Quote all of the data exactly as given. Skip every picture it contains.

##### Recorded information

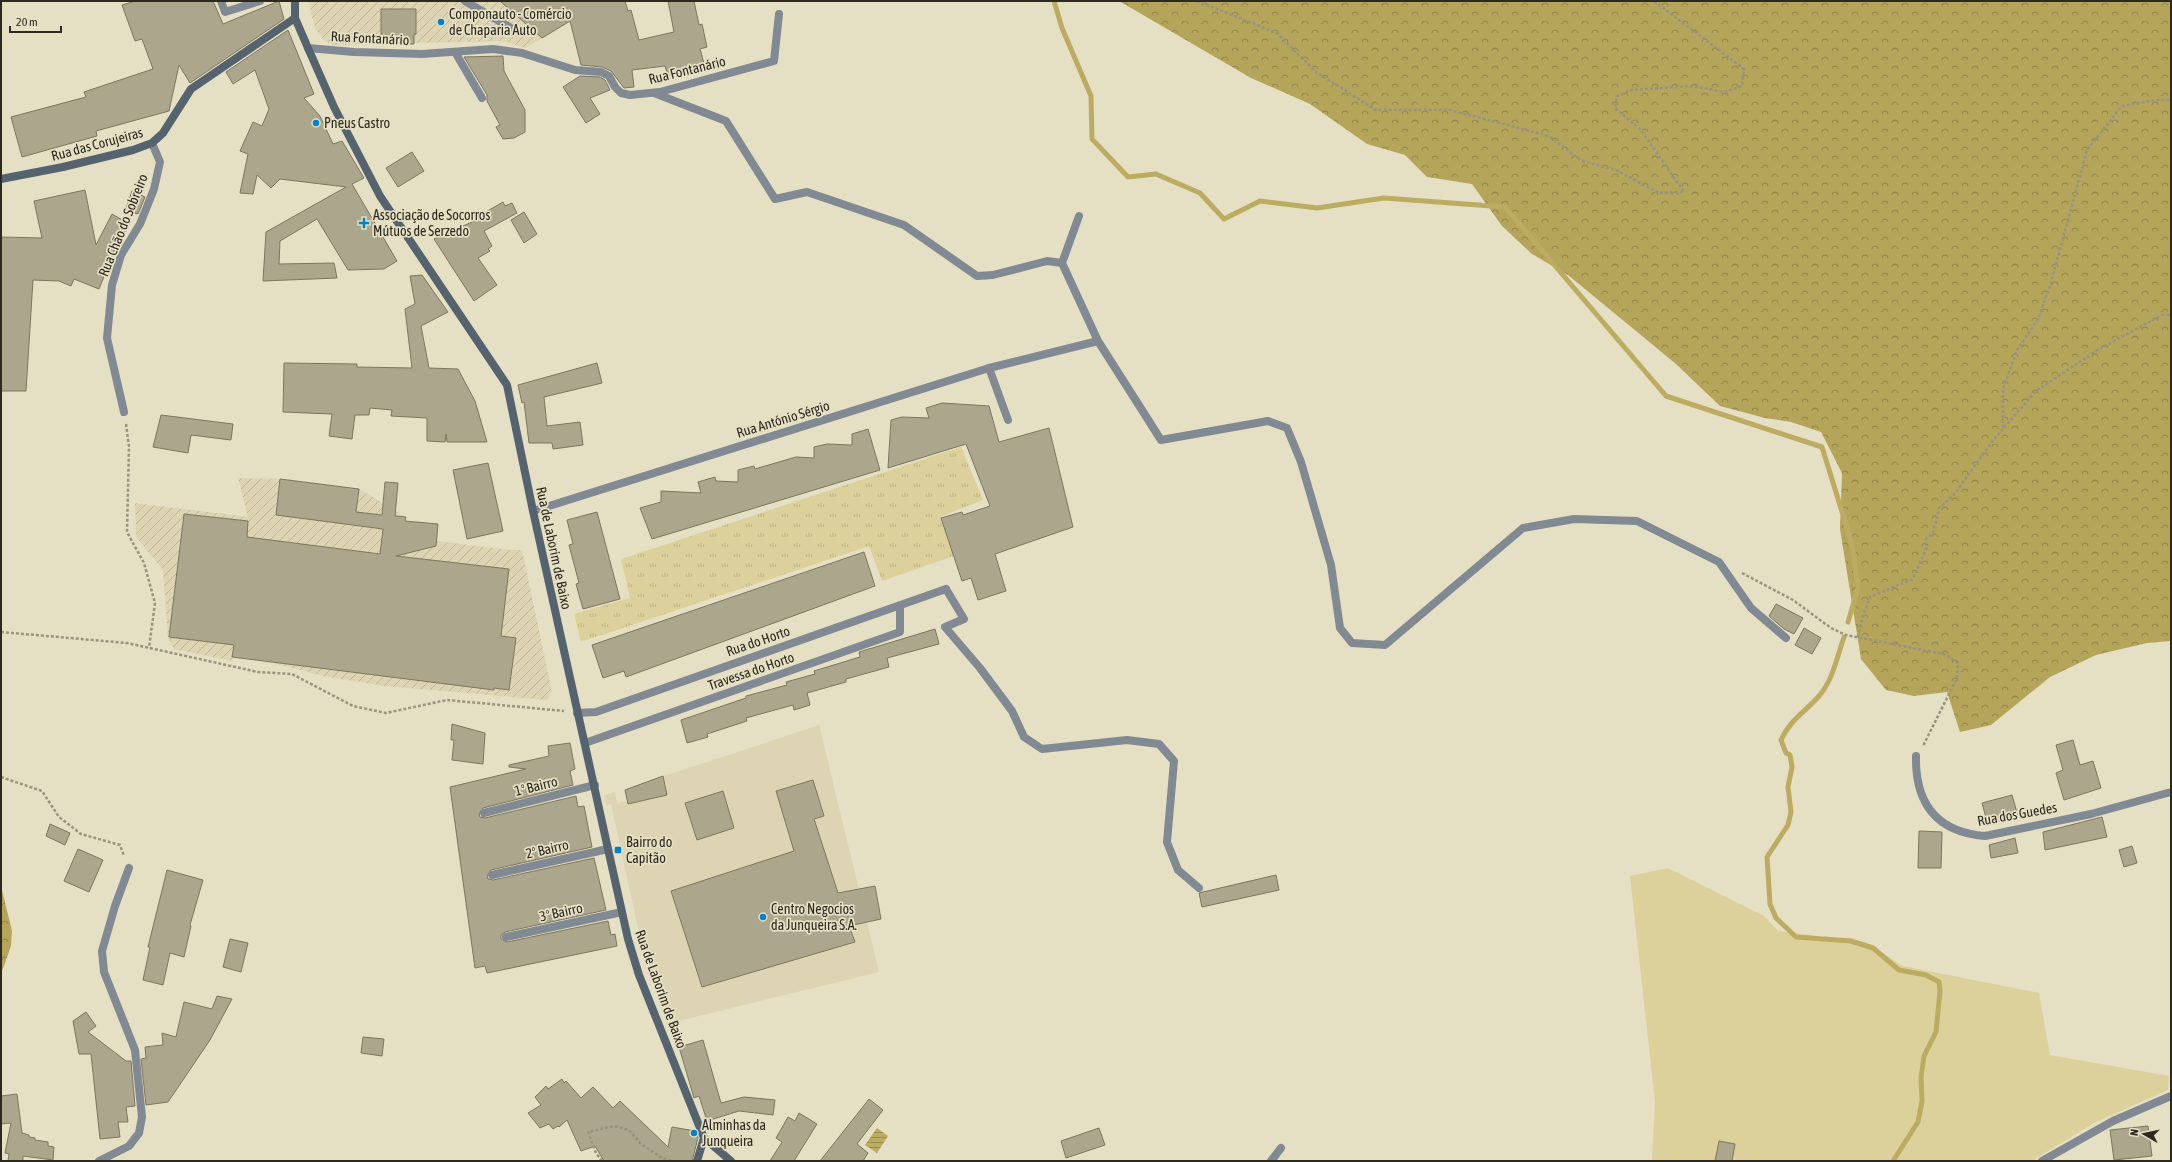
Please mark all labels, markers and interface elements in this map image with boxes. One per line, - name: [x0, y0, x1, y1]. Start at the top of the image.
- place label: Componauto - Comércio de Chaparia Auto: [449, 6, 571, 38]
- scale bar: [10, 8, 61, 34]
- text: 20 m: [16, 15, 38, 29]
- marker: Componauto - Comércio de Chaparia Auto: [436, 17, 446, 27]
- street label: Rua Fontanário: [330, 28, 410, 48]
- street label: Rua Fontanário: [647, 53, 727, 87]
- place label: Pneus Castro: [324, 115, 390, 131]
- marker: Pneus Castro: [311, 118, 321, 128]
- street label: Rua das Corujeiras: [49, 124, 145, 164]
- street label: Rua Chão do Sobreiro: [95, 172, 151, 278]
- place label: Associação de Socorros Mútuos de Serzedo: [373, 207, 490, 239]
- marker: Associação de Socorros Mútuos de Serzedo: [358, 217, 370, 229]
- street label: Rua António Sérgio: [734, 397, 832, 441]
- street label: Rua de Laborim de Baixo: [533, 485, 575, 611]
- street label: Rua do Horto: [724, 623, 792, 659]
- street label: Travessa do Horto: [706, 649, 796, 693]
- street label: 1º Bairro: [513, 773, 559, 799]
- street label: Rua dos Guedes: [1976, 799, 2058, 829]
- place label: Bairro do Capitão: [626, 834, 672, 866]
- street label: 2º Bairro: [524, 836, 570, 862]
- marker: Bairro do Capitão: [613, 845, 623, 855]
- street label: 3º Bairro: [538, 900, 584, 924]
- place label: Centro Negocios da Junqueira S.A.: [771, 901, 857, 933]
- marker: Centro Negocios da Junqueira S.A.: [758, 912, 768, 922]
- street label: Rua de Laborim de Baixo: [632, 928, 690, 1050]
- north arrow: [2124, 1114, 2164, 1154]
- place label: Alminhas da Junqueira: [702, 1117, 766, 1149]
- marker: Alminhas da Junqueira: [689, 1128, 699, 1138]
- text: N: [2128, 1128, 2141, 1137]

##########

## [Response]
Please mark all labels, markers and interface elements in this map image with boxes. One per line, - name: [x0, y0, x1, y1]. Start at the top of the image.
- place label: Componauto - Comércio de Chaparia Auto: [449, 6, 571, 38]
- scale bar: [10, 8, 61, 34]
- text: 20 m: [16, 15, 38, 29]
- marker: Componauto - Comércio de Chaparia Auto: [436, 17, 446, 27]
- street label: Rua Fontanário: [330, 28, 410, 48]
- street label: Rua Fontanário: [647, 53, 727, 87]
- place label: Pneus Castro: [324, 115, 390, 131]
- marker: Pneus Castro: [311, 118, 321, 128]
- street label: Rua das Corujeiras: [49, 124, 145, 164]
- street label: Rua Chão do Sobreiro: [95, 172, 151, 278]
- place label: Associação de Socorros Mútuos de Serzedo: [373, 207, 490, 239]
- marker: Associação de Socorros Mútuos de Serzedo: [358, 217, 370, 229]
- street label: Rua António Sérgio: [734, 397, 832, 441]
- street label: Rua de Laborim de Baixo: [533, 485, 575, 611]
- street label: Rua do Horto: [724, 623, 792, 659]
- street label: Travessa do Horto: [706, 649, 796, 693]
- street label: 1º Bairro: [513, 773, 559, 799]
- street label: Rua dos Guedes: [1976, 799, 2058, 829]
- place label: Bairro do Capitão: [626, 834, 672, 866]
- street label: 2º Bairro: [524, 836, 570, 862]
- marker: Bairro do Capitão: [613, 845, 623, 855]
- street label: 3º Bairro: [538, 900, 584, 924]
- place label: Centro Negocios da Junqueira S.A.: [771, 901, 857, 933]
- marker: Centro Negocios da Junqueira S.A.: [758, 912, 768, 922]
- street label: Rua de Laborim de Baixo: [632, 928, 690, 1050]
- north arrow: [2124, 1114, 2164, 1154]
- place label: Alminhas da Junqueira: [702, 1117, 766, 1149]
- marker: Alminhas da Junqueira: [689, 1128, 699, 1138]
- text: N: [2128, 1128, 2141, 1137]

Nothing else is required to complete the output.